Den Januar halten sie für ein jungfräuliches Blatt Papier, auf dem sie glauben, eine bessere Version ihrer selbst entwerfen zu können. Die Enttäuschung ist bei den meisten dann umso größer, wenn sie jedes Jahr völlig überrascht feststellen, dass der Januar gar nix neu macht. Dass etwa auch im Januar gestorben wird, obwohl man doch auf die Ernährung achtet. Allein in der vergangenen Woche sind drei Münchner Originale gestorben, Ali Mitgutsch, Herbert Achternbusch und einer der Hotpant-Zwillinge, deren Œuvre wiederum sich aus großer, eigenwilliger Kunst speist und ohne die diese Stadt noch weniger glänzt. Nicht auszumalen, was da noch folgt, ein paar Tage Januar bleiben noch.
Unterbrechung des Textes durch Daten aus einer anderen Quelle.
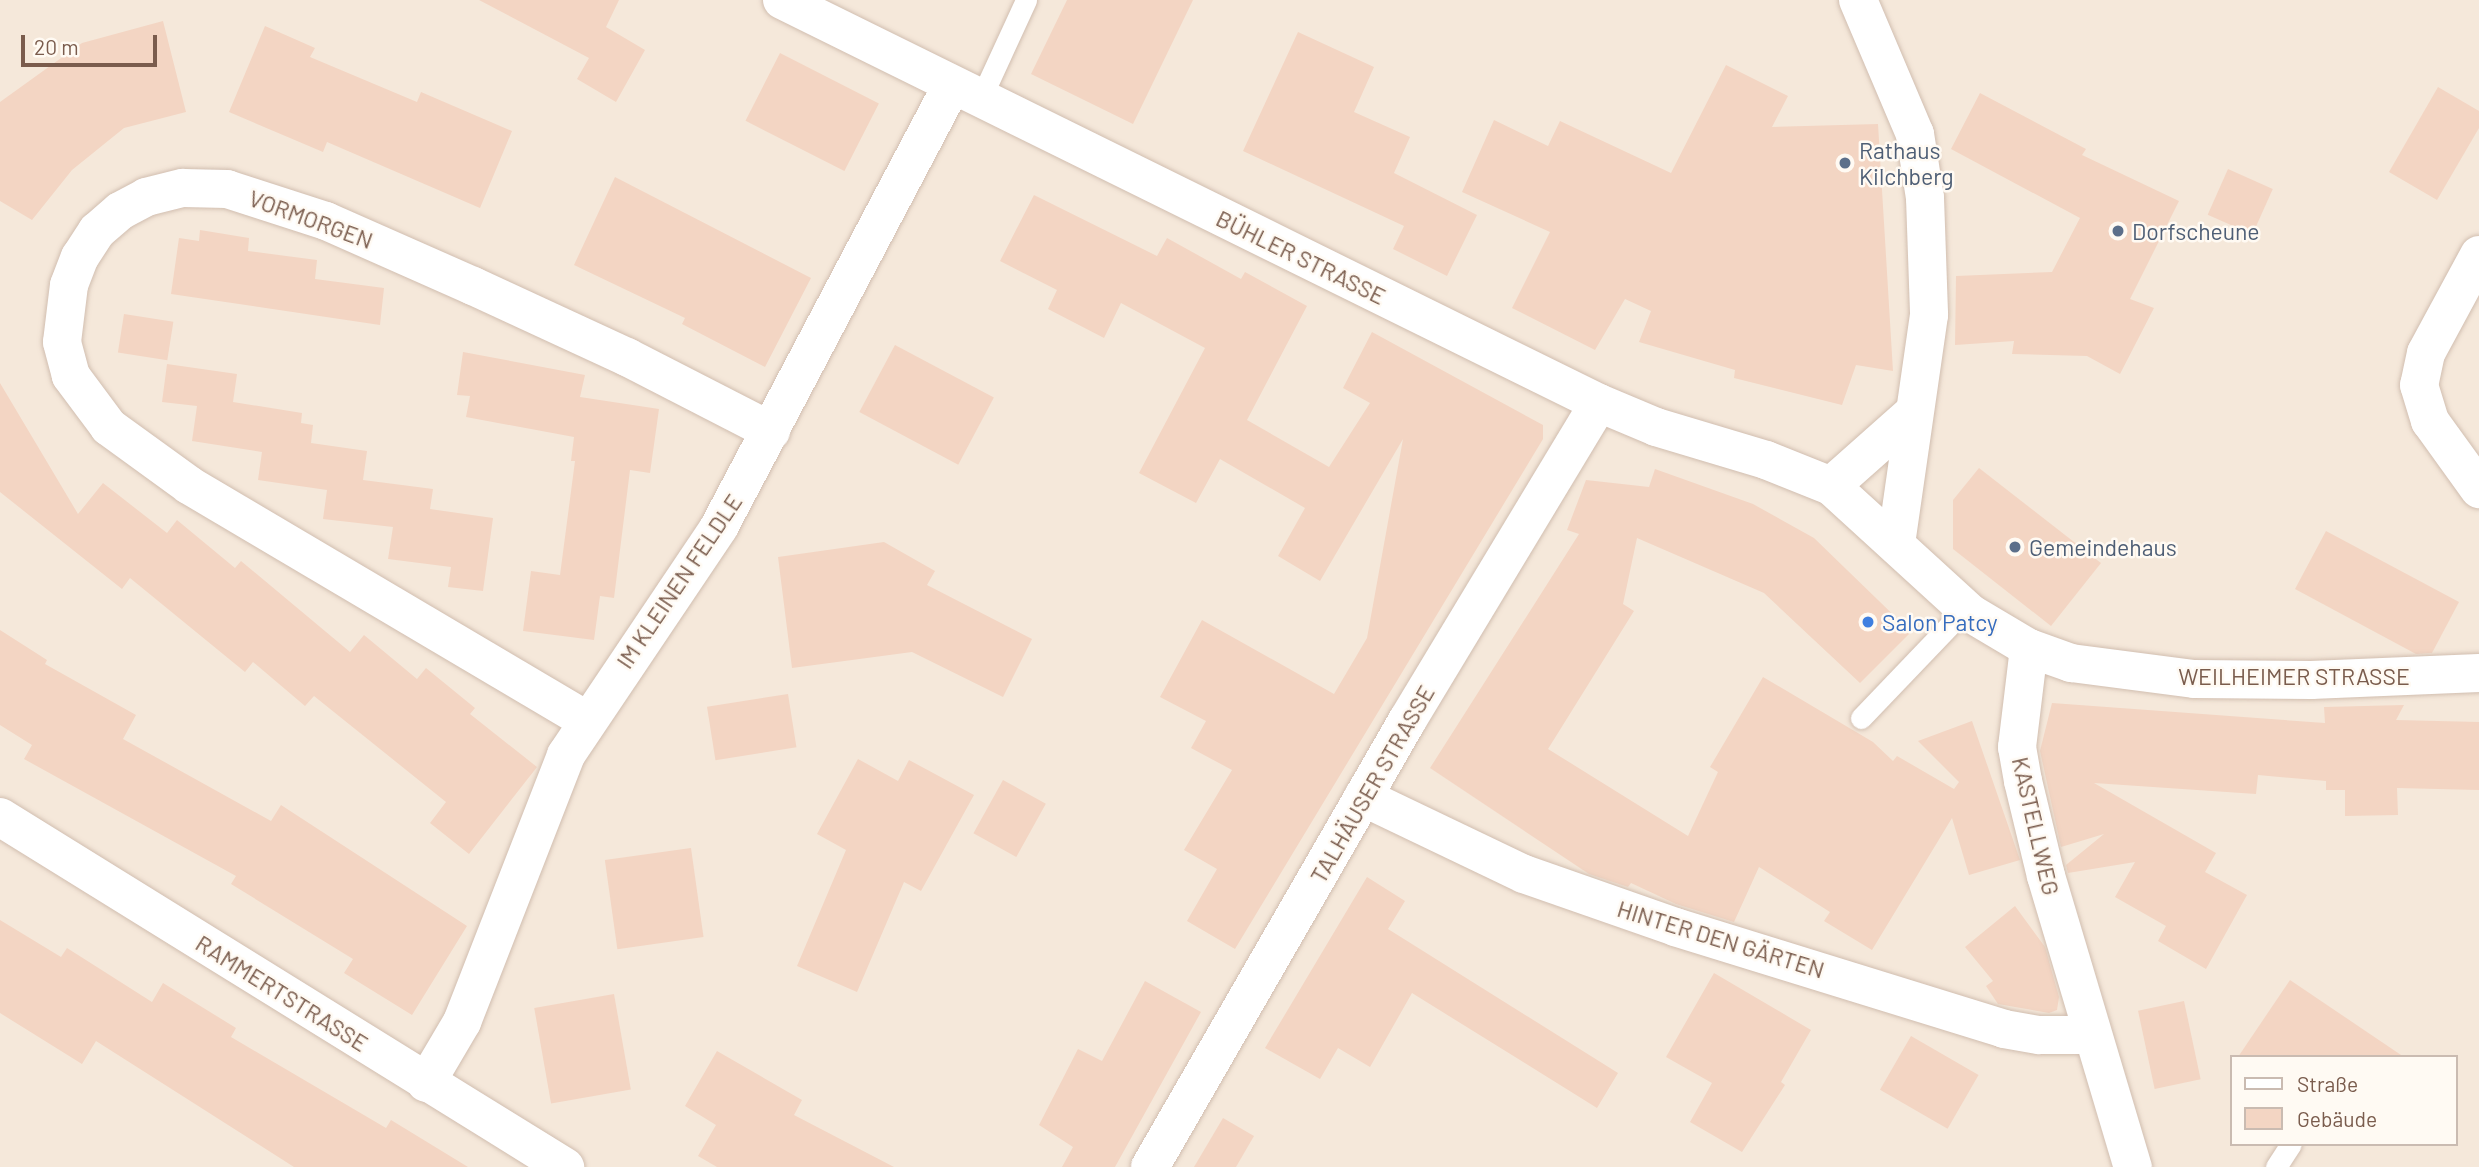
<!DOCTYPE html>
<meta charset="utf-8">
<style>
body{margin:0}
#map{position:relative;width:2479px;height:1167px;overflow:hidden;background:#fdf6ec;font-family:Barlow,sans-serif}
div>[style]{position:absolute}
.residential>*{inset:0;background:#f5e8da}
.building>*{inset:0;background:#f3d5c3;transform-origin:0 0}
.roads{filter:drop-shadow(0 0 2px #d1beb0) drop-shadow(0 0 2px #d1beb0)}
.service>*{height:21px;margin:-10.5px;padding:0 10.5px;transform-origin:10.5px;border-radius:10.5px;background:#fff}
.minor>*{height:38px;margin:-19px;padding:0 19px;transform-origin:19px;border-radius:19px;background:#fff}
.dots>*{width:19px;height:19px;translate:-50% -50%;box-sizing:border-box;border:4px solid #fffaf3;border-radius:50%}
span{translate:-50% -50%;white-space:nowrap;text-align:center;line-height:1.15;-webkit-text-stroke:5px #fffaf3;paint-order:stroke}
.service-label{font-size:23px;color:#4e5e75}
.left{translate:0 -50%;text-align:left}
.street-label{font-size:23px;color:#7a5c4d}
.shop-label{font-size:23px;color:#366cbe}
.legend{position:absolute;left:2230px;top:1055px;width:228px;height:91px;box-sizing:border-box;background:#fffaf3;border:2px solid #cabbb1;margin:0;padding:9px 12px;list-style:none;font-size:21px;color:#7a5c4d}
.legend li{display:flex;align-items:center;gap:14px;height:35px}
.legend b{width:35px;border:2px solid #cabbb1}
.scale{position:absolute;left:21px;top:35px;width:136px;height:32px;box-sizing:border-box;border:4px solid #7a5c4d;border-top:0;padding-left:9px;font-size:21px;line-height:24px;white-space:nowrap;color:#7a5c4d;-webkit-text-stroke:5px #fffaf3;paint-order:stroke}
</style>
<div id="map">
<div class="residential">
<i style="clip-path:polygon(evenodd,0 0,2479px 0,2479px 1167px,0 1167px,0 0,2232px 1057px,2456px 1057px,2456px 1144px,2232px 1144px,2232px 1057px)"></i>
</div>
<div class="building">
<i style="clip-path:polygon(479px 0,619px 0,606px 27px,645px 50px,616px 102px,577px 79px,589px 58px)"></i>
<i style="clip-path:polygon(1067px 0,1193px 0,1133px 124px,1031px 74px)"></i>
<i style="clip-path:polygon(163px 21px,186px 112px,124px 128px,72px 170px,32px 220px,0 201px,0 102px,82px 43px)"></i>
<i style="clip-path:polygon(265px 26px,315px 48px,310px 57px,417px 102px,421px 92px,512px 131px,480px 208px,327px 142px,323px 152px,229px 112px)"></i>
<i style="clip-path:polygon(1298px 32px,1374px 67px,1354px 112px,1410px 137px,1394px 173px,1477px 215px,1447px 276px,1393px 249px,1404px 226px,1243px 151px)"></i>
<i style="left:780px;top:53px;width:111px;height:76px;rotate:27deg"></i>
<i style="clip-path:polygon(1726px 65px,1788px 96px,1772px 127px,1878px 124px,1893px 371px,1856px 365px,1842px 405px,1734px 378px,1735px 370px,1639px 342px,1651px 311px,1625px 299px,1595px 350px,1512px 308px,1550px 232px,1462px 192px,1494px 120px,1548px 146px,1560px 121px,1671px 173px)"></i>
<i style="clip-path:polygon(2438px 87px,2479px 111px,2479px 128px,2437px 200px,2389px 172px)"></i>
<i style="clip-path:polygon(1980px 93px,2086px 149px,2082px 155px,2179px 201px,2130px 299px,2154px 308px,2120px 374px,2087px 356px,2012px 354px,2014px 341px,1955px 345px,1956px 276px,2052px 272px,2080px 218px,1951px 149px)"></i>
<i style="left:2228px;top:169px;width:49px;height:50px;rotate:24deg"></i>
<i style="clip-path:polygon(615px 177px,811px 278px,765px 367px,682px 324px,685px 318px,574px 265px)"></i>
<i style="clip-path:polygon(1034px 195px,1157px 256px,1167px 238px,1241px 279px,1245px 272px,1307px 306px,1247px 420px,1329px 467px,1370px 403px,1343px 388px,1372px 332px,1543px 425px,1543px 439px,1235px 949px,1187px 921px,1217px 869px,1184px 850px,1232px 770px,1191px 748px,1206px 721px,1160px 697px,1202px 620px,1334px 694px,1367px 638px,1403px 439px,1320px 581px,1278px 556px,1305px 508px,1220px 459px,1196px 503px,1139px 473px,1205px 348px,1121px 303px,1104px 338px,1048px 309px,1057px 290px,1000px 261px)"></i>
<i style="clip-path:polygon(200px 230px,249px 238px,248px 251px,317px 260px,315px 279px,384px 288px,380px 325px,171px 294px,179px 238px,199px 241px)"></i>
<i style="left:124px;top:314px;width:50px;height:39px;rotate:9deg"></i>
<i style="left:895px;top:345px;width:112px;height:76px;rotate:28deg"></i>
<i style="clip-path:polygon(463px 352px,585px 375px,580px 397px,659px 409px,650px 473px,630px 470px,614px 598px,600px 596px,594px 640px,523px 631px,531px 571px,560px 575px,575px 461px,571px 461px,574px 437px,466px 417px,470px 396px,457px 395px)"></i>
<i style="clip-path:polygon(167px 364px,237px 374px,233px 402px,302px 413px,301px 423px,313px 425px,311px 443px,367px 451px,363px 480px,433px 489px,430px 509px,493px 518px,483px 591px,448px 587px,451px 567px,388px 559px,393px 527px,323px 519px,327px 490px,258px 480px,262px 452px,192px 441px,197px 406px,162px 402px)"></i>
<i style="clip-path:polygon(0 383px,78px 514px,103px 483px,167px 533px,177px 520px,235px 568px,241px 561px,350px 652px,364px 635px,417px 679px,426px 668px,475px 708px,470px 714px,537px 767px,469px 854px,430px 823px,446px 802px,314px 696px,305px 706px,253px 662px,245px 672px,130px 578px,122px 589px,0 492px)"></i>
<i style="clip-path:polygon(1979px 468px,2101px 563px,2051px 626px,1953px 549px,1953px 500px)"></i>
<i style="clip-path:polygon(1655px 469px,1753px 504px,1814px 538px,1911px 632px,1860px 683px,1764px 593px,1637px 538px,1623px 604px,1634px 611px,1548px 749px,1688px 836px,1718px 772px,1710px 767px,1763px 677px,1873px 742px,1893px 761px,1897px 756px,1954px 789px,1959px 782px,1918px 741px,1972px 721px,2020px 860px,1969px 875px,1952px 818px,1872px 950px,1824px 921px,1830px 912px,1759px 867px,1734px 922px,1676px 904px,1631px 883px,1628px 887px,1589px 874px,1430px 768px,1579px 534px,1567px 530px,1586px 480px,1649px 487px)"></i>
<i style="clip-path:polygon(2326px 531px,2459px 602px,2432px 653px,2416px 654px,2295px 589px)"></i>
<i style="clip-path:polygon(884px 542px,935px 571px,927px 585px,1032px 639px,1003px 697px,912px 652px,792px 668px,778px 557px)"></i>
<i style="clip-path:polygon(0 630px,47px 660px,45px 664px,136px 715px,123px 739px,271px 821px,281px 805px,467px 926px,412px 1015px,344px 973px,353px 959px,231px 884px,236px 876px,24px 759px,32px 745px,0 725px)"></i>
<i style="left:788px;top:694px;width:54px;height:82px;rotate:81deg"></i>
<i style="clip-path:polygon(2052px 703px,2325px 723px,2324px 707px,2404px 705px,2396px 720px,2479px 722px,2479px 790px,2397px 788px,2398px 815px,2345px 816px,2345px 790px,2326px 790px,2326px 781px,2258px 775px,2256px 794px,2094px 783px,2216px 853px,2205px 872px,2247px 895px,2206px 969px,2158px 941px,2166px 926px,2115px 897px,2135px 862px,2068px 873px,2066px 865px,2104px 834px,2061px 847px,2040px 751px)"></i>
<i style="clip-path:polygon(858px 759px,898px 781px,909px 760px,974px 795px,921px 891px,904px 882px,857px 992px,797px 966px,846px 850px,817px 834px)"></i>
<i style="left:1003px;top:780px;width:49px;height:61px;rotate:29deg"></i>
<i style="left:691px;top:848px;width:90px;height:87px;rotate:82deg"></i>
<i style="clip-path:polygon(1367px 877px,1405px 901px,1388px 929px,1618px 1073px,1597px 1108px,1412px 993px,1370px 1067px,1338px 1048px,1320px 1079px,1265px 1048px)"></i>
<i style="clip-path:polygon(2015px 906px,2045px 947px,2059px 997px,2057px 1010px,2049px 1013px,1998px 1004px,1986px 986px,1993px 981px,1965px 947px)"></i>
<i style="clip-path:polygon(0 920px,61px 957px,67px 948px,152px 1002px,163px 983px,236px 1028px,231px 1037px,386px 1128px,391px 1120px,468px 1167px,294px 1167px,96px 1041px,82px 1064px,0 1013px)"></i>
<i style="clip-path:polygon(1714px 973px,1811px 1030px,1781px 1082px,1785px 1085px,1742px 1152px,1690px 1122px,1712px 1083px,1666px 1057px)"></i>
<i style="clip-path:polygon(2290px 980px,2404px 1057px,2238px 1057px)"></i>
<i style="clip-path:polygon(1145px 981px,1201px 1012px,1115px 1167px,1062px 1167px,1073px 1147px,1039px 1125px,1078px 1049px,1102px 1061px)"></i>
<i style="left:614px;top:994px;width:97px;height:81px;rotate:80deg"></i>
<i style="left:2184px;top:1001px;width:80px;height:47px;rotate:78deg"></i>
<i style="left:1911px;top:1036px;width:78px;height:62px;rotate:30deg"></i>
<i style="clip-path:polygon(717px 1051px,802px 1100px,794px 1115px,894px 1167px,717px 1167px,698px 1156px,716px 1125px,685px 1106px)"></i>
<i style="clip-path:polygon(1223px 1118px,1254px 1136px,1236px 1167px,1194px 1167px)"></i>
</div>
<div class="roads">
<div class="service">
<i style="left:980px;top:100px;width:110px;rotate:-65.3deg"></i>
<i style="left:1861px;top:718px;width:151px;rotate:-46.3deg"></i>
<i style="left:2276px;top:1167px;width:27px;rotate:-57deg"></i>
</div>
<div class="minor">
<i style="left:782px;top:0;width:911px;rotate:26.26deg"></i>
<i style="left:1599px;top:403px;width:62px;rotate:22.8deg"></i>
<i style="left:1656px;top:427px;width:115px;rotate:16.7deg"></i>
<i style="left:1766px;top:460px;width:70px;rotate:21.8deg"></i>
<i style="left:1831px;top:486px;width:188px;rotate:42.4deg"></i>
<i style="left:1970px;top:613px;width:69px;rotate:30.7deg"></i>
<i style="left:2029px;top:648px;width:45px;rotate:19.7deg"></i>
<i style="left:2071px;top:663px;width:124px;rotate:7.4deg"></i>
<i style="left:2194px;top:679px;width:117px;rotate:0.5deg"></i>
<i style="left:2311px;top:680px;width:168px;rotate:-2.4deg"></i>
<i style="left:1858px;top:0;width:146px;rotate:67deg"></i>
<i style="left:1915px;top:134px;width:65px;rotate:81.1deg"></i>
<i style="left:1925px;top:198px;width:117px;rotate:88deg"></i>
<i style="left:1929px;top:315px;width:231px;rotate:98.2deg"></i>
<i style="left:2479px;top:255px;width:111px;rotate:118.4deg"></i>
<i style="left:2426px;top:353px;width:33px;rotate:102deg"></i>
<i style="left:2419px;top:385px;width:38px;rotate:73deg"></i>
<i style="left:2430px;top:421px;width:84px;rotate:54.2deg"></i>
<i style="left:1831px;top:486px;width:107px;rotate:-41.6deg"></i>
<i style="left:2029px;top:648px;width:100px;rotate:96.9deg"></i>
<i style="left:2017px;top:747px;width:35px;rotate:80deg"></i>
<i style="left:2023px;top:781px;width:98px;rotate:76.4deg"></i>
<i style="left:2046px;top:876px;width:304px;rotate:73.4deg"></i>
<i style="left:586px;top:720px;width:461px;rotate:-149.4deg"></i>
<i style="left:189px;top:485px;width:99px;rotate:-144.1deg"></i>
<i style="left:109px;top:427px;width:64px;rotate:-126.7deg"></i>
<i style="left:71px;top:376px;width:35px;rotate:-105deg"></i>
<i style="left:62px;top:342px;width:57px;rotate:-83deg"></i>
<i style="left:69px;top:285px;width:30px;rotate:-69deg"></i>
<i style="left:80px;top:257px;width:31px;rotate:-57deg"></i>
<i style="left:97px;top:231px;width:30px;rotate:-41deg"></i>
<i style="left:120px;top:211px;width:30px;rotate:-28deg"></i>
<i style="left:146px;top:197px;width:38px;rotate:-14deg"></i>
<i style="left:183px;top:188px;width:44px;rotate:1.3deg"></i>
<i style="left:227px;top:189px;width:104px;rotate:17.9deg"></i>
<i style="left:326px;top:221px;width:161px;rotate:23.9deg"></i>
<i style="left:473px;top:286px;width:170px;rotate:24.8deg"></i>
<i style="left:627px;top:357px;width:162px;rotate:27.2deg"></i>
<i style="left:1363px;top:797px;width:178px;rotate:25.6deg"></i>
<i style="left:1524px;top:874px;width:160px;rotate:19.3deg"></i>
<i style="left:1675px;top:927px;width:344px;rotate:17.2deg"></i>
<i style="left:2004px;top:1029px;width:36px;rotate:10deg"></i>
<i style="left:2039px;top:1035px;width:53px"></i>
<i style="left:0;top:817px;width:665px;rotate:31.78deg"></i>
<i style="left:426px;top:1083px;width:71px;rotate:-59.5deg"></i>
<i style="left:462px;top:1022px;width:287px;rotate:-68.7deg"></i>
<i style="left:566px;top:755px;width:275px;rotate:-56.1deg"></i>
<i style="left:719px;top:527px;width:499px;rotate:-62.2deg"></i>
<i style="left:1150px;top:1167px;width:515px;rotate:-60.05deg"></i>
<i style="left:1407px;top:721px;width:371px;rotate:-58.9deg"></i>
</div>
</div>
<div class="dots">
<i style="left:1845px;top:163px;background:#5c6f8a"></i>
<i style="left:2118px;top:231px;background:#5c6f8a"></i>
<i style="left:2015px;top:547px;background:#5c6f8a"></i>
<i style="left:1868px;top:622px;background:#3f7fe0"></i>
</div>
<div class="service-label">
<span class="left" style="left:1859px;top:163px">Rathaus<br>Kilchberg</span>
<span class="left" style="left:2132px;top:231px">Dorfscheune</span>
<span class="left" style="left:2029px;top:547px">Gemeindehaus</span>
</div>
<div class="street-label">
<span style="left:311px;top:219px;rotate:20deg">VORMORGEN</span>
<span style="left:1301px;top:257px;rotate:26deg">BÜHLER STRASSE</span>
<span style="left:679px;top:581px;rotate:-56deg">IM KLEINEN FELDLE</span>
<span style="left:2294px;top:676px">WEILHEIMER STRASSE</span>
<span style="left:1372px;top:784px;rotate:-60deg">TALHÄUSER STRASSE</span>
<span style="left:2036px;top:826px;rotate:77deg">KASTELLWEG</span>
<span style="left:1721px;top:939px;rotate:17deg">HINTER DEN GÄRTEN</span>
<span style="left:282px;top:993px;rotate:32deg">RAMMERTSTRASSE</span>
</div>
<div class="shop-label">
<span class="left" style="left:1882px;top:622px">Salon Patcy</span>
</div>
<ul class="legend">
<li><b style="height:9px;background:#fff"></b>Straße</li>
<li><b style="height:19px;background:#f3d5c3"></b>Gebäude</li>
</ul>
<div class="scale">20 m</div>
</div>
Nüchtern ("Dry January!") betrachtet ist der Januar also eher müde, grau, blass, wie der Morgen nach dem Feste, nicht leer, nur leergefegt, weil die fleißige Münchner Abfallwirtschaft schon um 6.30 Uhr mit diesen enervierend lauten Straßenreinigern durchgefeudelt hat. Die Luft ist schlecht, überall hängt Feinstaub. Man kauft überteuerte Tulpen, weil man annimmt, es gehe längst wieder aufwärts, aber auch das täuscht, denn der Frühling ist im Januar genauso fern wie der letzte Sommer.